Touched by an Angel
A new investor group is on the lookout for up-and-coming companies in the Twin Cities area.
BY SUZY FRISCH
Startup companies just getting off the ground have a new friend in Twin Cities Angels, a group of angel investors who want to help these fledgling businesses succeed. The member-owned and managed Minneapolis- based company was created with the intention of investing in early- and seed-stage companies in the greater Twin Cities area.
Chairman John Alexander, a venture capital veteran and former executive at St. Jude Medical, saw a need for Twin Cities Angels because, he says, Minnesota just isn’t nurturing early stage companies like it used to. “You have to go back 25 years to see a significant success like Medtronic, Control Data, St. Jude, or Boston Scientific,” he notes.
The plan is for Twin Cities Angels to pool together its members’ financial resources and business savvy to help entrepreneurial companies meet their full potential. In exchange for an investment, the members will lead or participate in the formative stages of each up-and-coming business. That could include mentoring or simply sharing industry knowledge in such medical technology areas as devices, diagnostics, pharmaceuticals, biotech, and veterinary medicine, as well as the IT arenas of software, hardware, and services.
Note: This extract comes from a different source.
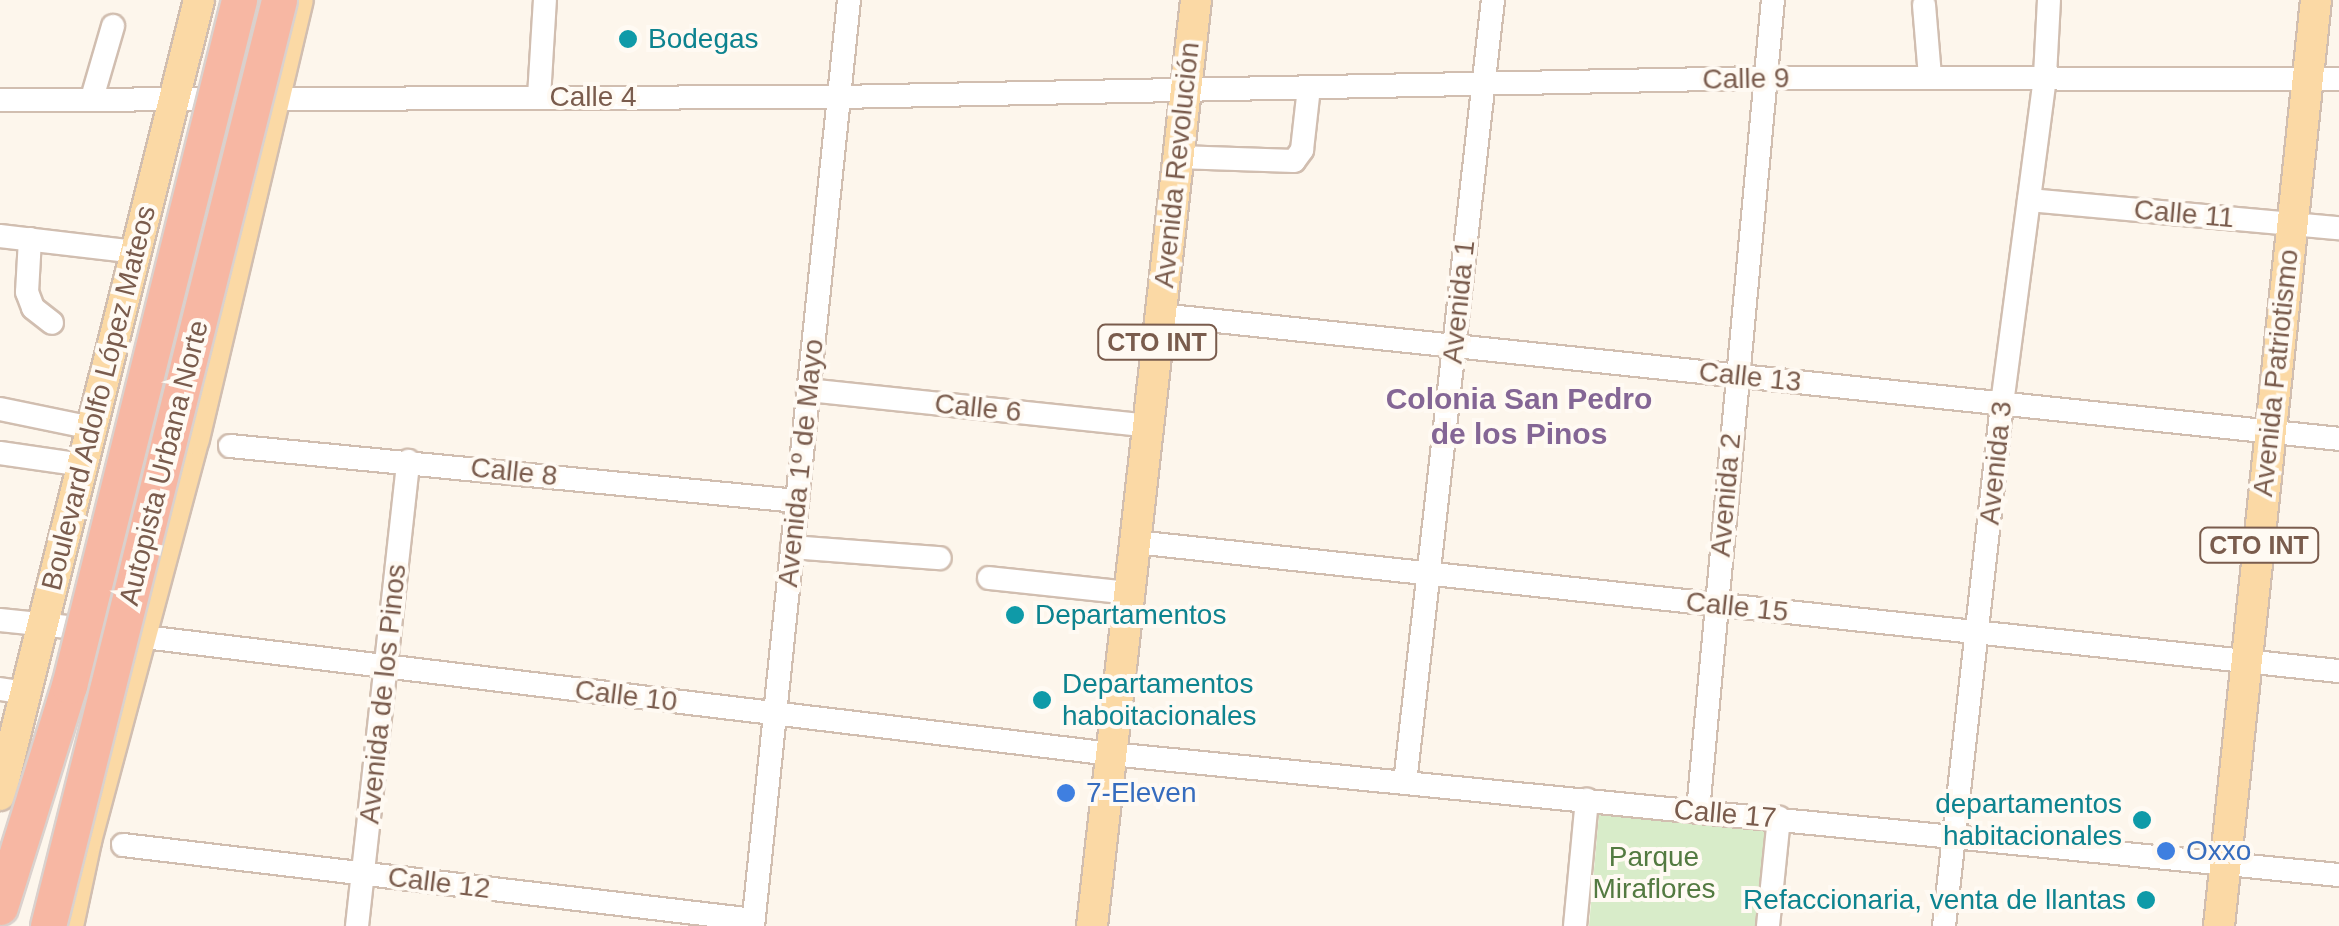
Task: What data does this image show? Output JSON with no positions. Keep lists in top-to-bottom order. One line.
{"streets":{"highway":["Autopista Urbana Norte"],"main road":["Avenida Revolución","CTO INT","Avenida Patriotismo","Boulevard Adolfo López Mateos"],"street":["Calle 9","Calle 4","Calle 11","Avenida 1","Calle 13","Calle 6","Avenida 1º de Mayo","Avenida 3","Calle 8","Avenida 2","Calle 15","Avenida de los Pinos","Calle 10","Calle 17","Calle 12"]},"crossings":[["Calle 9","Calle 4"],["Calle 9","Avenida Revolución"],["Calle 9","Avenida 1"],["Calle 9","Avenida Patriotismo"],["Calle 9","Avenida 3"],["Calle 9","Avenida 2"],["Calle 4","Avenida Revolución"],["Calle 4","Boulevard Adolfo López Mateos"],["Calle 4","Avenida 1º de Mayo"],["Avenida Revolución","Calle 13"],["Avenida Revolución","Calle 6"],["Avenida Revolución","Calle 15"],["Avenida Revolución","Calle 10"],["Avenida Revolución","Calle 17"],["Calle 11","Avenida Patriotismo"],["Calle 11","Avenida 3"],["Avenida 1","Calle 13"],["Avenida 1","Calle 15"],["Avenida 1","Calle 17"],["Avenida Patriotismo","Calle 13"],["Avenida Patriotismo","Calle 15"],["Avenida Patriotismo","Calle 17"],["Calle 13","Avenida 3"],["Calle 13","Avenida 2"],["Boulevard Adolfo López Mateos","Calle 10"],["Calle 6","Avenida 1º de Mayo"],["Avenida 1º de Mayo","Calle 8"],["Avenida 1º de Mayo","Calle 10"],["Avenida 1º de Mayo","Calle 12"],["Avenida 3","Calle 15"],["Avenida 3","Calle 17"],["Calle 8","Avenida de los Pinos"],["Avenida 2","Calle 15"],["Avenida 2","Calle 17"],["Avenida de los Pinos","Calle 10"],["Avenida de los Pinos","Calle 12"],["Calle 10","Calle 17"]],"districts":["Colonia San Pedro de los Pinos"],"parks":["Parque Miraflores"],"places":["Bodegas","Departamentos","Departamentos haboitacionales","7-Eleven","departamentos habitacionales","Oxxo","Refaccionaria, venta de llantas"]}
The group will focus on companies with strong teams, proprietary technology, and big markets, making investments of $50,000 to $1 million. A screening committee will look at 20 applications a month, forwarding two companies to present at the Twin Cities Angels’ monthly dinner meeting. If the members approve, the Angels will begin conducting due diligence, which might ultimately lead to an investment. The organization plans to invest in four to six businesses a year.
Membership in Twin Cities Angels is by invitation only, and members must be accredited investors with significant industry or functional expertise. Becoming a member of Twin Cities Angels involves making an initial investment, attending meetings, getting actively involved with deal flow, and assisting or contributing to due diligence. Potential members should be entrepreneurially minded and have an interest in doing hands-on angel investing and interacting closely with funded companies.
“People who are members are accredited investors looking to make better, smarter investments by working with others who have something to provide from their insight and experience,” says Alexander. “These are people who have succeeded in their own right, who have made some investments and want to do it better.”
By joining together, the 30 members of Twin Cities Angels will be able to research a larger pool of earlystage businesses. “The problem with angels is that they aren’t organized and there is so much work,” Alexander observes. “If you have a full-time job, you don’t have time to look at six to 10 deals a year. I might have time to look at two.
But if I’m part of an organization that can look at 10 to 30 deals, and I look at one but get the benefit of all the others, I’m that much better off.” And so will be many more early-stage companies in Minnesota that need seed capital to grow.